PeerIndex claims that @feltron should have an audience score of 0, however, the well known data analyst and designer had 11,219 Followers and was listed 907 times at the time of this post. @coachella, the epic music festival in Indio, CA, has an activity score of 0, though the account has tweeted 436 times and several immediately preceding this blog post. Finally, @MummNapaWinery has 0’s across the board even though the account has 312 tweets, 3,122 followers, and is one of my favorite wineries in Napa. I also find it ironic and mildly awkward that PeerIndex gives itself a low authority score and Klout a slightly higher one.

For due diligence purposes, I performed the same group comparisons as in my original Klout post, but I didn’t find the same monotonicity issues. As a result, they are harder to poke fun at, so I placed them at the bottom of this post. You will notice a few individuals are left out relative to the original Klout comparisons. The UI requires 6 or less people, so I took a few out randomly. If you stare at the authority scores in these examples long enough, I think you’ll agree that they are kind of wonky (check out Vic Gundotra and Carla Borsoi, VPs at Google and AOL, respectively). Put more succinctly:

PeerIndex Advantages:

  • No or fewer monotonicity issues
  • Facebook, LinkedIn, and Quora already integrated (Klout is just adding LinkedIn)
  • Twitter Elite Lists are VERY interesting: Top Users, Top Women, Top Brands, Top Cities

PeerIndex Disadvantages:

  • Can’t see or track your score over time
  • Fewer details in summary
  • VERY slow to update (~7 days initially and updates only every couple of days)
  • Authority score needs more explanation

In summary, PeerIndex is a legitimate competitor, but they need to fix the user facing bugs I highlighted and really speed up their scoring cycle. If a user shows up to the site and can’t immediately access their score they will have HUGE retention issues. One of the most under appreciated features of Klout, regardless of your feelings concerning the legitimacy of its score, is its infrastructure. The fact that they can ingest the Twitter and Facebook streams, process the data, and update every day is an incredible engineering feat, especially for a startup of its size. Perhaps there is an unseen tradeoff between speed and quality of score within Klout and PeerIndex.

Next we consider Twitter Grader.


Their approach is totally opaque. The summary simply lists stats that I can get from my own twitter account, a number from 0 to 100, and a relative rank. I have no idea where this rank comes from, especially because there are way more than 9 million people on Twitter. Perhaps this is the number of accounts ever scored on Twitter Grader? I certainly hope not, because that would be incredibly biased. They do provide an article in their help center: How does Twitter Grader Calculate Twitter Rankings. Honestly their score may be great, but I just don’t have enough information and their site is lacking many of the features found in PeerIndex and Klout.

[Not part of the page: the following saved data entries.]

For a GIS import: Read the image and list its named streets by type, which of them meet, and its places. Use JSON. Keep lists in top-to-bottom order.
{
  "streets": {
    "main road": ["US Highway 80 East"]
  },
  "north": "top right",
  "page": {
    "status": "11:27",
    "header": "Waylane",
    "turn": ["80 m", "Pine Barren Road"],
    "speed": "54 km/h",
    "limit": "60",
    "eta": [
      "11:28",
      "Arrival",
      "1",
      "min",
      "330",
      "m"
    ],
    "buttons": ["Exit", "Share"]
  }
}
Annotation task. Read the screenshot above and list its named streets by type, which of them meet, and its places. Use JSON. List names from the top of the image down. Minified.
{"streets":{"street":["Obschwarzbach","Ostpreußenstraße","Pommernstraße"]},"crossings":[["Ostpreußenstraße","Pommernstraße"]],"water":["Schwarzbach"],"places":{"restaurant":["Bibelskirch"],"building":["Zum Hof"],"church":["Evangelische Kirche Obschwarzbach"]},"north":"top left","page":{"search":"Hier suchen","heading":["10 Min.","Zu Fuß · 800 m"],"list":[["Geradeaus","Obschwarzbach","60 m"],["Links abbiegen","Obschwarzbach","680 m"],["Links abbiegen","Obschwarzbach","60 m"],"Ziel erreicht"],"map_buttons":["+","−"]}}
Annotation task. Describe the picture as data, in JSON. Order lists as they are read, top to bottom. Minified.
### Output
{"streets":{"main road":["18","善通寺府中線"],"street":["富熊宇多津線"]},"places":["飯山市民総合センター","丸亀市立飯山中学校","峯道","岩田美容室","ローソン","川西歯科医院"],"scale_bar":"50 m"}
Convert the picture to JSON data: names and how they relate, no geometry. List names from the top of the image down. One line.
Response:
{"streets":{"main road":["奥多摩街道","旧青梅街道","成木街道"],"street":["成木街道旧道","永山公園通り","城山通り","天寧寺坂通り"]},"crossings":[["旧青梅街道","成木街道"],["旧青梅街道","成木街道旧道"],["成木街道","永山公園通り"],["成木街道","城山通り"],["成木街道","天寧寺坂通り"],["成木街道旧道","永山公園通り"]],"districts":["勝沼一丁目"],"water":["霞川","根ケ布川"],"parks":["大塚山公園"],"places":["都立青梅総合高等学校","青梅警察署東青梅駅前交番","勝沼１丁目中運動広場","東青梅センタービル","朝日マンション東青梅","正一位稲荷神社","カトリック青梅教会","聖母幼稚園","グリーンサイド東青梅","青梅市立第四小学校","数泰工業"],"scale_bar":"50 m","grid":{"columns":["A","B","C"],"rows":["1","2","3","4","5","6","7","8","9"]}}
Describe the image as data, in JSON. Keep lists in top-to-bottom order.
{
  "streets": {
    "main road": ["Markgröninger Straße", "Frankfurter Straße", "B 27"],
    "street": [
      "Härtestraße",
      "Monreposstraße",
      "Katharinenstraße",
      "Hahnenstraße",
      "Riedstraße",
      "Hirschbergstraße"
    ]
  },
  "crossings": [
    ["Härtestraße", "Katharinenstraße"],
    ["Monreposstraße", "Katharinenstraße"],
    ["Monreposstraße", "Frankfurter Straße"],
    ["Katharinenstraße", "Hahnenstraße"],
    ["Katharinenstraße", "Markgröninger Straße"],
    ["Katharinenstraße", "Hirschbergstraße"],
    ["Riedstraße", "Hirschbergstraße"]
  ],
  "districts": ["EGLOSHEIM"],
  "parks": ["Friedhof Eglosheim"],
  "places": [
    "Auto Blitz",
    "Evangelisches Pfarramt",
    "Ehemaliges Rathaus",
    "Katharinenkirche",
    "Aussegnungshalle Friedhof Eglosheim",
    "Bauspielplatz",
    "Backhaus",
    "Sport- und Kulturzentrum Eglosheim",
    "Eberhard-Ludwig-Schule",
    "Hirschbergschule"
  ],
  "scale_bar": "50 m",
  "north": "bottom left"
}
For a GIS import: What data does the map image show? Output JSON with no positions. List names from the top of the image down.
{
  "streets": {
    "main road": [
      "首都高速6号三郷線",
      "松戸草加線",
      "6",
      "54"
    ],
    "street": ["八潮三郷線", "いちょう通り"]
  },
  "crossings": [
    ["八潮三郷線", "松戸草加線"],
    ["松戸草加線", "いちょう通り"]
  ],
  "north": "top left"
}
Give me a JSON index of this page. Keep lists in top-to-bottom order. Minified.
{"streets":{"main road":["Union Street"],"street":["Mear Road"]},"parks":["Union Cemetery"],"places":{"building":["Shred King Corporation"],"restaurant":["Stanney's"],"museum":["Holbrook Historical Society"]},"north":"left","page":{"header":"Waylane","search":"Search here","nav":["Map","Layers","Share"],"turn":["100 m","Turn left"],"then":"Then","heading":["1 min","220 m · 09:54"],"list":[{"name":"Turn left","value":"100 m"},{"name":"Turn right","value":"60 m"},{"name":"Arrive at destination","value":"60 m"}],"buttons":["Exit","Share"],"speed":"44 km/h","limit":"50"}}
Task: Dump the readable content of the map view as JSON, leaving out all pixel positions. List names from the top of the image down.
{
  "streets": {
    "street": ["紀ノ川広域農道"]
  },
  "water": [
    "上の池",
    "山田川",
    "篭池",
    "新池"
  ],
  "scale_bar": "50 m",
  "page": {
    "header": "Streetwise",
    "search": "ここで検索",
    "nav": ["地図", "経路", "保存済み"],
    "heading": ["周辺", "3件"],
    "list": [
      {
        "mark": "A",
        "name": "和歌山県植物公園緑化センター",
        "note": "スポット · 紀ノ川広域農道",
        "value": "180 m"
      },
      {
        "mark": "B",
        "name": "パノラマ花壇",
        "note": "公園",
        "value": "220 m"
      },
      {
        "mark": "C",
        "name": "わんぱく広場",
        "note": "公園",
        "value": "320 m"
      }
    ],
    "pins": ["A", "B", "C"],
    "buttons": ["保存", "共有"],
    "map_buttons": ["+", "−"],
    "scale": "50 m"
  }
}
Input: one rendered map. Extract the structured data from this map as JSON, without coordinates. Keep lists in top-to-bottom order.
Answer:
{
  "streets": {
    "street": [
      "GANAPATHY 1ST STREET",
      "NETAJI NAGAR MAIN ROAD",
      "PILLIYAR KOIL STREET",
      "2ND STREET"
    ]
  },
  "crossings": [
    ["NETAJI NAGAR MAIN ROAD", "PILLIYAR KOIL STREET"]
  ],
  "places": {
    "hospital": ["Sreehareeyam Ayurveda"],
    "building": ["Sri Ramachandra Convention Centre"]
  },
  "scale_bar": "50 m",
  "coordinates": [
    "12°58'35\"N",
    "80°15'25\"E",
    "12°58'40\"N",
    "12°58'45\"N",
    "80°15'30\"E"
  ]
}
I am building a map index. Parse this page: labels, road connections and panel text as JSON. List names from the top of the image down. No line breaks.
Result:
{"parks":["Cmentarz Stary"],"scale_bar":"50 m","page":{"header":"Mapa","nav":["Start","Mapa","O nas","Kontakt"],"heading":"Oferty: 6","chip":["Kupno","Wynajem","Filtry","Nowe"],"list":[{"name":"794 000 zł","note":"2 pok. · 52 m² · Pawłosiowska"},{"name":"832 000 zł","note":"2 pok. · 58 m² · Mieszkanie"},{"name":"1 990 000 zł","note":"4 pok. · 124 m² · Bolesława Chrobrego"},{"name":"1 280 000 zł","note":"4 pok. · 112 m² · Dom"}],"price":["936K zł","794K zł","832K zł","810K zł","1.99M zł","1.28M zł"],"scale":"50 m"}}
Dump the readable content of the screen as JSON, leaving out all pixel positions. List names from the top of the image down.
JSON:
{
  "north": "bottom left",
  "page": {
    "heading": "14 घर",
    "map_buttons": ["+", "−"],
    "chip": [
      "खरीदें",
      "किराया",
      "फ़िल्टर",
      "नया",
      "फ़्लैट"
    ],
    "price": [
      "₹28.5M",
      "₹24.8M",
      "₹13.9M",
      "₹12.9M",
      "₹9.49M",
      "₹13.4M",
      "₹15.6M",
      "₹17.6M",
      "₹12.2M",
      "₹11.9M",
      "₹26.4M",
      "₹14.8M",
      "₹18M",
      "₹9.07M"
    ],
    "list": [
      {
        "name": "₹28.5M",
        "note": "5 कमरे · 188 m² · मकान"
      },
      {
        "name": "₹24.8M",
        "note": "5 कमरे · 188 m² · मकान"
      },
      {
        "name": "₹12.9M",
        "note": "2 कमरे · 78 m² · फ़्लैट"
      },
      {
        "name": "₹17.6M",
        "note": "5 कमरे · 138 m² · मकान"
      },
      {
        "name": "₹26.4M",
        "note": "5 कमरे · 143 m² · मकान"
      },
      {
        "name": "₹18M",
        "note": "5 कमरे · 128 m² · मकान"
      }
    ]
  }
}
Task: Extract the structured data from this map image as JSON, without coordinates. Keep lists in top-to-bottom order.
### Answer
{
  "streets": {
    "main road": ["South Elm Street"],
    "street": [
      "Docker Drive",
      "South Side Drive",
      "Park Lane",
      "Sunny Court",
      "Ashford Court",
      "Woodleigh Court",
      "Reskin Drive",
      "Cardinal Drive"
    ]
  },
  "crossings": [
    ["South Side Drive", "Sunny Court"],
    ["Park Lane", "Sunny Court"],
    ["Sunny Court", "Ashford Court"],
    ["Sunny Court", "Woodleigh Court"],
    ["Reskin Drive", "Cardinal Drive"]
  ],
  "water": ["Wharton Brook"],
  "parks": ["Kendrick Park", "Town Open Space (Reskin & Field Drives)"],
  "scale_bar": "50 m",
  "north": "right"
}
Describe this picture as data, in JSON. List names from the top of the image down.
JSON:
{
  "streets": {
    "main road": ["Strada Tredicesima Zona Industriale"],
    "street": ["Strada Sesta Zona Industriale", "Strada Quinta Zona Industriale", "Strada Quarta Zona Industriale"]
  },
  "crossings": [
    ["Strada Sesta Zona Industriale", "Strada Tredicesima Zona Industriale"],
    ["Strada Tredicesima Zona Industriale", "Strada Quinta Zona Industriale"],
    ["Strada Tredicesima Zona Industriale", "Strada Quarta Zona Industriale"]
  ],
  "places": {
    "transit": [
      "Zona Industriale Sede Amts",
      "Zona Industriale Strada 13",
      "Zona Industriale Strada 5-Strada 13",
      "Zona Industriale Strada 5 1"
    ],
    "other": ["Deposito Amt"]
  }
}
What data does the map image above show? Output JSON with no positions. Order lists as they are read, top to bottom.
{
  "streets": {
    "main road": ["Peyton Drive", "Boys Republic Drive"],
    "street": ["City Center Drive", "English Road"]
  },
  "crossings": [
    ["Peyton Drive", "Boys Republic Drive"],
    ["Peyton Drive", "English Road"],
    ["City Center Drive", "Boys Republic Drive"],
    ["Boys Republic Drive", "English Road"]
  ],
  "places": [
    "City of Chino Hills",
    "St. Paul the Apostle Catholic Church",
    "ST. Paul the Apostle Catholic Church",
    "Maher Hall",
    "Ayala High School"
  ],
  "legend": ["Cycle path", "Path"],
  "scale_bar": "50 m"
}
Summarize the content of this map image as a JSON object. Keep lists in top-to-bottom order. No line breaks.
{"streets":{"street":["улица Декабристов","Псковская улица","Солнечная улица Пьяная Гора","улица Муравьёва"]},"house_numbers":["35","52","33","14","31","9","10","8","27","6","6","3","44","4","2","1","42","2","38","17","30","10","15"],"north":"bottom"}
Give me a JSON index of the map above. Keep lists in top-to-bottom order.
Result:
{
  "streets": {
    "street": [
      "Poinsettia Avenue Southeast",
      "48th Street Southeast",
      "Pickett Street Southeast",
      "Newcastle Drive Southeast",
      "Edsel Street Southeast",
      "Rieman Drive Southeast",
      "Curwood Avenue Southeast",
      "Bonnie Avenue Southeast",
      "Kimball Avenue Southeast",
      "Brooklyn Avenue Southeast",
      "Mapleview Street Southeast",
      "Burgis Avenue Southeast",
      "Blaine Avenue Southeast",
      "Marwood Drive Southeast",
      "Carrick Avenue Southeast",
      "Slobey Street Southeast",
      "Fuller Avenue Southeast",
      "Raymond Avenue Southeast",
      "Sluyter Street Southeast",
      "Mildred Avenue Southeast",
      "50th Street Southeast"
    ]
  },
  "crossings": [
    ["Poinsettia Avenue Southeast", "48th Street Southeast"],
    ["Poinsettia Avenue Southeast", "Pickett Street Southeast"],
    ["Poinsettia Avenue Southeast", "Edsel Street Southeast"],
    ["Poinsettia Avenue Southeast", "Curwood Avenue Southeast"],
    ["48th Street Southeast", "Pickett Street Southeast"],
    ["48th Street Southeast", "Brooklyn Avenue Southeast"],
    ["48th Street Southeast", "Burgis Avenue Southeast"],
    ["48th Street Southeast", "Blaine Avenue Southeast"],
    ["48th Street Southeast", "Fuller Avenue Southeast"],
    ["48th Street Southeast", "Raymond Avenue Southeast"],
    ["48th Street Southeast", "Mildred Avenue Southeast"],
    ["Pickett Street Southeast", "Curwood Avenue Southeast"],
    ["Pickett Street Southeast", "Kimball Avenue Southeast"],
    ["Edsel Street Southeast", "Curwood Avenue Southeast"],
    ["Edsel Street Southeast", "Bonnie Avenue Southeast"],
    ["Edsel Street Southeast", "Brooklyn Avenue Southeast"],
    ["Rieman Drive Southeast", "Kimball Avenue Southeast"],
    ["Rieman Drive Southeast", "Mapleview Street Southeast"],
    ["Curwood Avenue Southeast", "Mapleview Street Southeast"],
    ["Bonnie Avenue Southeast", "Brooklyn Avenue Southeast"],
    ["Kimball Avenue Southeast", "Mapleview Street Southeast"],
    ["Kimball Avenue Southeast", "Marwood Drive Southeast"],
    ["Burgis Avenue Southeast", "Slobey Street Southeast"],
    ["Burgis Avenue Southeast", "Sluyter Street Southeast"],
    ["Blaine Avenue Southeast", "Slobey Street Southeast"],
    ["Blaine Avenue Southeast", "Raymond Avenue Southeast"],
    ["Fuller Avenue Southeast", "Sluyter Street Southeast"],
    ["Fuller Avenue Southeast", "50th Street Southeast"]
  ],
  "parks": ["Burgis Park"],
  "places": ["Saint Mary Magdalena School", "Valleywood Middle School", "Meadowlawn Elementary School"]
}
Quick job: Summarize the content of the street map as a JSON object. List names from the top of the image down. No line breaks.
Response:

Twitter Grader Advantages:

  • Pulls your data and calculates score instantly
  • Associated with Hubspot (which has a great reputation)
  • It only uses twitter (see also disadvantages)

Twitter Grader Disadvantages:

  • It only uses twitter
  • Can’t see or track your score over time
  • Lack features

In my next post on the subject, I’ll have more followup from the ranking folks at Klout and the CEO of PeerIndex

As previously mentioned, the PeerIndex score comparisons mirroring those from the original Klout post can be found below:

Comparison 1

Alex Braunstein (me), @alexbraunstein – Statistician, Research Scientist at Chomp, X-Googler
Binh Tran, @binhtran – the co-founder and CTO of Klout,
Chomp, @chomp – app search engine
Vic Gundotra, @vicgundotra – SVP and head of social at Google
Carla Borsoi, @u_m – VP of Consumer Insights at AOL

Comparison 2

Paul Graham, @paulg – the fearless leader of Y Combinator.
Y Combinator, @ycombinator – startup incubator
500 Startups, @500startups – startup incubator
Adria Richards, @adriarichards – a tech consultant and popular blogger (also my roommate)

Comparison 3

Tim Ferriss, @tferriss – author of the 4 Hour Workweek and 4 Hour Body
Matt Cutts, @mattcutts – head of web spam team at Google
MG Siegler, @parislemon – my favorite writer for Techcrunch
Klout, @klout – the service I’m trashing in this post
Jeffrey Zeldman, @zeldman – designer, writer, and publisher

Comparison 4

Robert Scoble, @scobleizer – blogger, tech evangelist, and author
Perez Hilton, @perezhilton – master of celebrity gossip
Charlie Sheen, @charliesheen – #winning
Guy Kawasaki, @guykawasaki – entrepreneur and former Chief Evangelist at Apple
Justin Bieber, @justinbieber – never saying never


Klout reacts

Posted: June 2nd, 2011 | Author: | Filed under: Klout | 5 Comments »

Seems like I struck a nerve with my earlier post about Klout. Binh Tran, the CTO of Klout, Megan Berry, marketing manager at Klout, and Klout itself are all now following me on Twitter. In addition, I received a lengthy response from Ash Rust, the Director of Ranking at Klout, which I have included in full at the end of the post.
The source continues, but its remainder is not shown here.